Goal of the exercise —
Below is a block of entries; repeat all of it exactly but omit the pictures.

Dataset records —

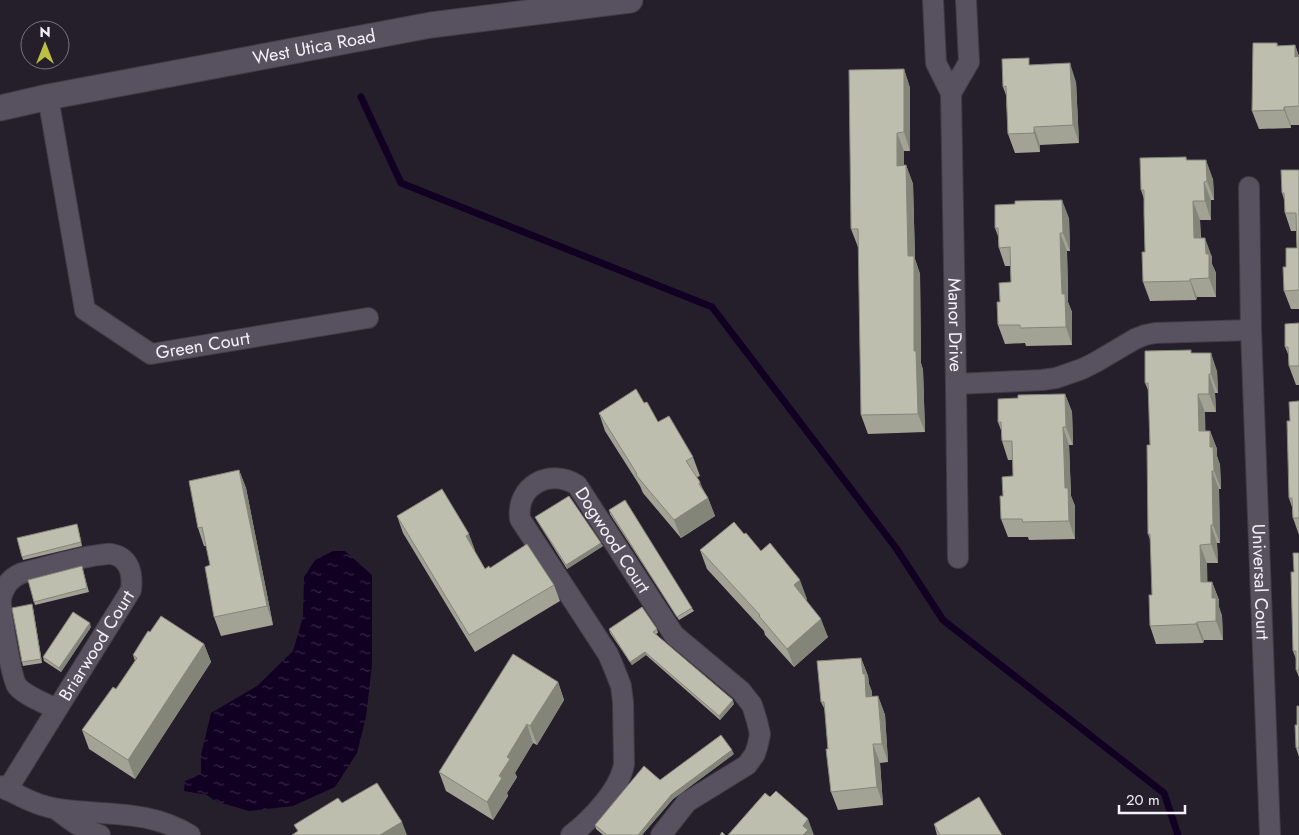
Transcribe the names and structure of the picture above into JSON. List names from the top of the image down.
{
  "streets": {
    "street": [
      "West Utica Road",
      "Manor Drive",
      "Green Court",
      "Dogwood Court",
      "Universal Court",
      "Briarwood Court"
    ]
  },
  "crossings": [
    ["West Utica Road", "Green Court"]
  ],
  "scale_bar": "20 m",
  "north": "top"
}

Final answer —
Transcribe the names and structure of the picture above into JSON. List names from the top of the image down.
{
  "streets": {
    "street": [
      "West Utica Road",
      "Manor Drive",
      "Green Court",
      "Dogwood Court",
      "Universal Court",
      "Briarwood Court"
    ]
  },
  "crossings": [
    ["West Utica Road", "Green Court"]
  ],
  "scale_bar": "20 m",
  "north": "top"
}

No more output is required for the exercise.